- [YOUR ASSIGNMENT]:
Retype only the lines at the head of the records, first through the one with "height:6px; margin:-3px; padding:0", exactly as written.

- [Stored data]:
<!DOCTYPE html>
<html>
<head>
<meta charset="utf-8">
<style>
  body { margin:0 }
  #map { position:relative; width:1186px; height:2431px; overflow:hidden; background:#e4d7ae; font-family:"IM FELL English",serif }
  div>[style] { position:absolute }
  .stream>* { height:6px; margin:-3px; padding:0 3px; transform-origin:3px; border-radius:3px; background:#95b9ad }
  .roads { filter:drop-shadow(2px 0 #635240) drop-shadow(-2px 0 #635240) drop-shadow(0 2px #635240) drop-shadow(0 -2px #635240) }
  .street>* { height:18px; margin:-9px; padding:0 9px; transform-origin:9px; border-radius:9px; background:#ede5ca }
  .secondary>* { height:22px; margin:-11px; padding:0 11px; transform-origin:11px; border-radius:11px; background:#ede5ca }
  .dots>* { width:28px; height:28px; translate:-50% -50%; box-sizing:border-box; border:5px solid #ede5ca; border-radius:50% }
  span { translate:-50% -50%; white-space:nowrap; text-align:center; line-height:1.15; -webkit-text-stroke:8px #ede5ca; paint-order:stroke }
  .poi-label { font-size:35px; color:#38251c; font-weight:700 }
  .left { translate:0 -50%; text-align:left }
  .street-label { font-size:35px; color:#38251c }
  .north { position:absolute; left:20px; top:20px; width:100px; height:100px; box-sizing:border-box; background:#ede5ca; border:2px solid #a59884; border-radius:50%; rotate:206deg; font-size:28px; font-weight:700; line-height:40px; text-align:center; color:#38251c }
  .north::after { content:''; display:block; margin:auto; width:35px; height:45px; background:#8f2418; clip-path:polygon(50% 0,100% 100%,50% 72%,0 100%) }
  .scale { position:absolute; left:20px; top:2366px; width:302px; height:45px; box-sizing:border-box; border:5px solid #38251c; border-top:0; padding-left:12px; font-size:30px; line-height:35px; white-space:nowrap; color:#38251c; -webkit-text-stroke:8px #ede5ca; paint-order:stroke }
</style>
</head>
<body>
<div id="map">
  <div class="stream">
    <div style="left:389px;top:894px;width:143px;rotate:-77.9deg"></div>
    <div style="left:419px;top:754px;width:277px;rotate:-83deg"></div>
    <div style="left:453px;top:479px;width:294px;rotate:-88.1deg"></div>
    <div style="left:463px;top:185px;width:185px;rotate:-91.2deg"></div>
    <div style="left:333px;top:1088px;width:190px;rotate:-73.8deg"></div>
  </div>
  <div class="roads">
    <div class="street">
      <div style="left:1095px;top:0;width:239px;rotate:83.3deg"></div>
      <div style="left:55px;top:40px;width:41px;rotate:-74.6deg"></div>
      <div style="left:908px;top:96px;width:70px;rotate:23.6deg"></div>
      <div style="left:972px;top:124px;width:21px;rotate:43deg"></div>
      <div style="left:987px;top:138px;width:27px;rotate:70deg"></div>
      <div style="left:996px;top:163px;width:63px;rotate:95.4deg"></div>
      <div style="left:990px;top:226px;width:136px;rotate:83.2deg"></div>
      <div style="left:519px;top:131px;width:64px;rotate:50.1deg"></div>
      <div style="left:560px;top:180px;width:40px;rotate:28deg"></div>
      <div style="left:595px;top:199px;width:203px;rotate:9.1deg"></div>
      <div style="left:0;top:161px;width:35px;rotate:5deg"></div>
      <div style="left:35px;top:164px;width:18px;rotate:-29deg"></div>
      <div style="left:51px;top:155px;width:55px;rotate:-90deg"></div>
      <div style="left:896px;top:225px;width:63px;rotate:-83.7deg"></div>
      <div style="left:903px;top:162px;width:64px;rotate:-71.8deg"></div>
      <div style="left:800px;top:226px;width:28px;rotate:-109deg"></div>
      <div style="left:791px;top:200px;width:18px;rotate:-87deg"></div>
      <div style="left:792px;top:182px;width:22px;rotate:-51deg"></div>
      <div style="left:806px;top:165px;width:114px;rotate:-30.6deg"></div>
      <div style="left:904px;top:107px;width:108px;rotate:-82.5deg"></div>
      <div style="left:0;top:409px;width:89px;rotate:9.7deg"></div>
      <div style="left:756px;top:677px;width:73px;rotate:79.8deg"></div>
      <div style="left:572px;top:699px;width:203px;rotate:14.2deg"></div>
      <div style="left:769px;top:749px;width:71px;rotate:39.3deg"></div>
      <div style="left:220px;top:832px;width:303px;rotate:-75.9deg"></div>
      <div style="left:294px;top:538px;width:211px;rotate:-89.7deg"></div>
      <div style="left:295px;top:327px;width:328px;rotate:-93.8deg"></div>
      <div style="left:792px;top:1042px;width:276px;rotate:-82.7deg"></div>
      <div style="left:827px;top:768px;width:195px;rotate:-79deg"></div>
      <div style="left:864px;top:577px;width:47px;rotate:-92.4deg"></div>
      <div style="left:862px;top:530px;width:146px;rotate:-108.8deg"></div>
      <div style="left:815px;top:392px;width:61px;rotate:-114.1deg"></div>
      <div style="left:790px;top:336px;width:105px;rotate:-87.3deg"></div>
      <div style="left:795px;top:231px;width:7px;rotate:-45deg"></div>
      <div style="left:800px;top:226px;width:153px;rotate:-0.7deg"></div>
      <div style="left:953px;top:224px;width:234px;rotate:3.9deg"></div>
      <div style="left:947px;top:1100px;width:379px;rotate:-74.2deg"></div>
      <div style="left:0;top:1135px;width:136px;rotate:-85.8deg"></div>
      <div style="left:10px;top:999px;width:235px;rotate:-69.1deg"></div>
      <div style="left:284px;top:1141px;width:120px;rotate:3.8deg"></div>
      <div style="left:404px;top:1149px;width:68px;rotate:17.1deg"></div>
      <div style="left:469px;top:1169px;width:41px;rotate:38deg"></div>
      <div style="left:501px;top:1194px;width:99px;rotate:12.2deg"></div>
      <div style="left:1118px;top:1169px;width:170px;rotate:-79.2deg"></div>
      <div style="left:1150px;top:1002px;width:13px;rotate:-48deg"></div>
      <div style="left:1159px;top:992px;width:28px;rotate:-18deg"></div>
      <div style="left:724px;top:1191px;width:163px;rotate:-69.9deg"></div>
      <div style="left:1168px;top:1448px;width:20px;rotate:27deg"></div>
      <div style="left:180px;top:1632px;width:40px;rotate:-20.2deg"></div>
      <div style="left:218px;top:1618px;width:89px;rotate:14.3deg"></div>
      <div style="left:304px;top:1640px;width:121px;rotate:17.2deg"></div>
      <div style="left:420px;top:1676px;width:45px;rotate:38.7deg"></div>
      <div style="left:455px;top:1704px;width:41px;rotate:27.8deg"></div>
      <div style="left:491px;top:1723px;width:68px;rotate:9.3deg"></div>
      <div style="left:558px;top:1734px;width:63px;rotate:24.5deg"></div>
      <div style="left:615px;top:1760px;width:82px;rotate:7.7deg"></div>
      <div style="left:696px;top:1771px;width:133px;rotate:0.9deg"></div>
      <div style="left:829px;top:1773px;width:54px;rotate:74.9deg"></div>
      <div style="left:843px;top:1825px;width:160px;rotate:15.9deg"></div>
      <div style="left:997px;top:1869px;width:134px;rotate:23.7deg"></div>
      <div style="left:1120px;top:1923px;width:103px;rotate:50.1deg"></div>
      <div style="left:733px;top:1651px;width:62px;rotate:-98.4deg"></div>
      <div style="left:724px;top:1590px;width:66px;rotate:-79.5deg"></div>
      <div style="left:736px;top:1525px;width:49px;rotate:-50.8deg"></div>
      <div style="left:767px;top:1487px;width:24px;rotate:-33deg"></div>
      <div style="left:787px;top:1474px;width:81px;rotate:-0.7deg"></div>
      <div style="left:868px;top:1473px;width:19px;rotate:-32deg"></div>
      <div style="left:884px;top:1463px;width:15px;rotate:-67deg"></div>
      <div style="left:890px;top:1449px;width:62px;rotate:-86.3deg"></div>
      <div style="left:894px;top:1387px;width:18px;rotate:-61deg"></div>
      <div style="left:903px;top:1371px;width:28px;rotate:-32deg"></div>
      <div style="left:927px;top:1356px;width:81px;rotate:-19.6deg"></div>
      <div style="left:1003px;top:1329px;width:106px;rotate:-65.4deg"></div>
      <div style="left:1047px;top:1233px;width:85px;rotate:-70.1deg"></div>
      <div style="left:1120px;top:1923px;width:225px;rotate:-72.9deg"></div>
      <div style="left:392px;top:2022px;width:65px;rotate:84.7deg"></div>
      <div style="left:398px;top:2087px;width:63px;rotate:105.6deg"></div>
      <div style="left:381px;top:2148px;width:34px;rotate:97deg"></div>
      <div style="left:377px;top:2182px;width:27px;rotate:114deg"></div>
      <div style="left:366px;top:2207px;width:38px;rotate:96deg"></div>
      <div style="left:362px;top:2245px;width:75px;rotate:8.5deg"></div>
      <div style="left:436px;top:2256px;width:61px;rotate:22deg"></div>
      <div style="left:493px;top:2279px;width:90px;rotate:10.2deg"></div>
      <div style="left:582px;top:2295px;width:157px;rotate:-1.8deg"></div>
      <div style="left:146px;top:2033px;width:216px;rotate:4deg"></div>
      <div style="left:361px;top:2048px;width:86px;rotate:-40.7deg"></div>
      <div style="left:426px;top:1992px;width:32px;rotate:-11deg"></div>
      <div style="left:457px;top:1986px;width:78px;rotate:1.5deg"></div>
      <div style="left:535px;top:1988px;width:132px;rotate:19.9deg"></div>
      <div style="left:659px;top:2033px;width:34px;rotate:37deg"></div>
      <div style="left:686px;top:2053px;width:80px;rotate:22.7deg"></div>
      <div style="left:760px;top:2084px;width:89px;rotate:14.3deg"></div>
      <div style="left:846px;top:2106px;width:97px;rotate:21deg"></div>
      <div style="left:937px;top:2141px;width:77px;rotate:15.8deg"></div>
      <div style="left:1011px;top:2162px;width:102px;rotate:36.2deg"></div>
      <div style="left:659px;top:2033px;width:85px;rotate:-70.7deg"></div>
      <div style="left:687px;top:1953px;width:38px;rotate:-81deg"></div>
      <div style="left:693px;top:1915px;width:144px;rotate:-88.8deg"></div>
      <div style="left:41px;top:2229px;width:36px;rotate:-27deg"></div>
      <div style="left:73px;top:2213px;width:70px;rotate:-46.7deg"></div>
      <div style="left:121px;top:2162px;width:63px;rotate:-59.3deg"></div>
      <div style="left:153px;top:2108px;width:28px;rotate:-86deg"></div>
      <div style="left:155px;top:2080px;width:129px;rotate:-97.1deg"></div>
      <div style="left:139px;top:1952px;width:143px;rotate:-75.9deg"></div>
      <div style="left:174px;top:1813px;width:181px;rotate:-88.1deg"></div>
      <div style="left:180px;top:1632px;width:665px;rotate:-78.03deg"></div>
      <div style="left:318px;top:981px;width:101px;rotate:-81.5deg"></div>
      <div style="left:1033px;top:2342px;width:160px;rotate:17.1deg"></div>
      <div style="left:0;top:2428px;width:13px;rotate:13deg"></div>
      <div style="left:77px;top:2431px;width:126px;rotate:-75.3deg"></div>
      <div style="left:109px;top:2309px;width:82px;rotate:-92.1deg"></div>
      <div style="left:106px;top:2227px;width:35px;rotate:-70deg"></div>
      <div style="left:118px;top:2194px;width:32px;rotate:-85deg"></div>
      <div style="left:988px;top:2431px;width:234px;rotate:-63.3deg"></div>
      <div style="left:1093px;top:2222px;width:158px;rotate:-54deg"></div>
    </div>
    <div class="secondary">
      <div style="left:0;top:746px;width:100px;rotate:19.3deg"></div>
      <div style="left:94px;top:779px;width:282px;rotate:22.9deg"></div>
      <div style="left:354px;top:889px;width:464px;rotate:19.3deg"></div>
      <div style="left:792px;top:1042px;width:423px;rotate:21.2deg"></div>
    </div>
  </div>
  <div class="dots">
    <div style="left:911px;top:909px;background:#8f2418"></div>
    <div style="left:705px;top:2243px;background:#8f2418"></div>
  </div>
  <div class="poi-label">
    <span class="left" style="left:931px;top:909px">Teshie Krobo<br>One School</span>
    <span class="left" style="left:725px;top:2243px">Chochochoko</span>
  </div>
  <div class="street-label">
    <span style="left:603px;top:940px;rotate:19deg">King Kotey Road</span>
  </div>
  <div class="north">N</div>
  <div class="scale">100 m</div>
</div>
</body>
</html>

- [ANSWER FOR THE TASK]:
<!DOCTYPE html>
<html>
<head>
<meta charset="utf-8">
<style>
  body { margin:0 }
  #map { position:relative; width:1186px; height:2431px; overflow:hidden; background:#e4d7ae; font-family:"IM FELL English",serif }
  div>[style] { position:absolute }
  .stream>* { height:6px; margin:-3px; padding:0 3px; transform-origin:3px; border-radius:3px; background:#95b9ad }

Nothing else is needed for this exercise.